6.Dizi, sinema, kısa film gibi diğer
alanlarda işlerin var mı, yer almak istediğin projeler olacak mı?
Daha önce bahsettiğim gibi tiyatrodan vakit kaldıkça dizi projelerinde yer
alıyorum. Şimdiye kadar hiç bir sinema filminde oynamadım ama bunu gerçekten
çok istiyorum. Bu sezon 1881-'in yanı sıra, Bakırköy Belediye Tiyatroları'nın
Külhanbeyi Müzikali adlı oyunuyla da sahneye çıkmaya devam ediyorum. Üzerine
bir de öğretmenlik eklenince bazı günler uykuya bile zaman kalmıyor. Ama
gelecek seneden itibaren kamera önüne daha fazla zaman ayırmayı planlıyorum.
Gelecek olan tekliflere de bağlı tabi bu.

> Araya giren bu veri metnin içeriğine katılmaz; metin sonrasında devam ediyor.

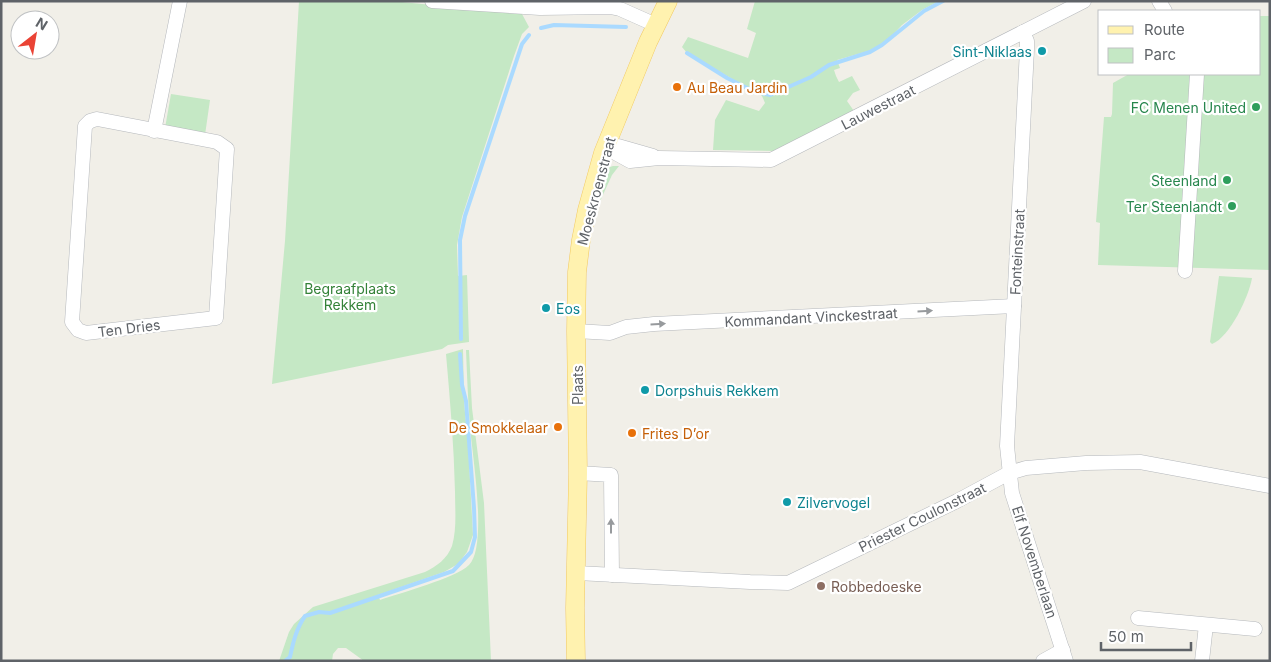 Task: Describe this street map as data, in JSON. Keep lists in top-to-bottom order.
{
  "streets": {
    "main road": ["Moeskroenstraat", "Plaats"],
    "street": [
      "Lauwestraat",
      "Fonteinstraat",
      "Kommandant Vinckestraat",
      "Ten Dries",
      "Priester Coulonstraat",
      "Elf Novemberlaan"
    ]
  },
  "crossings": [
    ["Lauwestraat", "Moeskroenstraat"],
    ["Lauwestraat", "Fonteinstraat"],
    ["Moeskroenstraat", "Kommandant Vinckestraat"],
    ["Moeskroenstraat", "Plaats"],
    ["Fonteinstraat", "Kommandant Vinckestraat"],
    ["Fonteinstraat", "Priester Coulonstraat"],
    ["Fonteinstraat", "Elf Novemberlaan"],
    ["Kommandant Vinckestraat", "Plaats"],
    ["Plaats", "Priester Coulonstraat"],
    ["Priester Coulonstraat", "Elf Novemberlaan"]
  ],
  "one_way": ["Kommandant Vinckestraat"],
  "parks": ["Begraafplaats Rekkem"],
  "places": [
    "Sint-Niklaas",
    "Au Beau Jardin",
    "FC Menen United",
    "Steenland",
    "Ter Steenlandt",
    "Eos",
    "Dorpshuis Rekkem",
    "De Smokkelaar",
    "Frites D’or",
    "Zilvervogel",
    "Robbedoeske"
  ],
  "legend": ["Route", "Parc"],
  "scale_bar": "50 m",
  "north": "top right"
}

7.Medya Alemi hakkındaki görüşlerini
alalım...
Dijital
çağda bu denli bilgi kirliliği içindeyken dürüst ve seviyeli haber yapmanın
önemi büyük. Medya Alemi'nin kaliteli çizgisini koruyacağına inanıyorum. Yayın
hayatınızda başarılar dilerim.
8.Son olarak aşağıda yazacağım kelimeler
senin için ne ifade ediyor, bir iki kelimeyle...
Atatürk...
İnanç, azim, zekâ.
Sahne...
Özgürlük.
İstanbul...
Bir okyanus. Güzel ama tehlikeli.
Aile...
Mutlak huzur.
Beyaz
perde... Heyecan, özlem.
Para...
Hükmü altına girmemeli.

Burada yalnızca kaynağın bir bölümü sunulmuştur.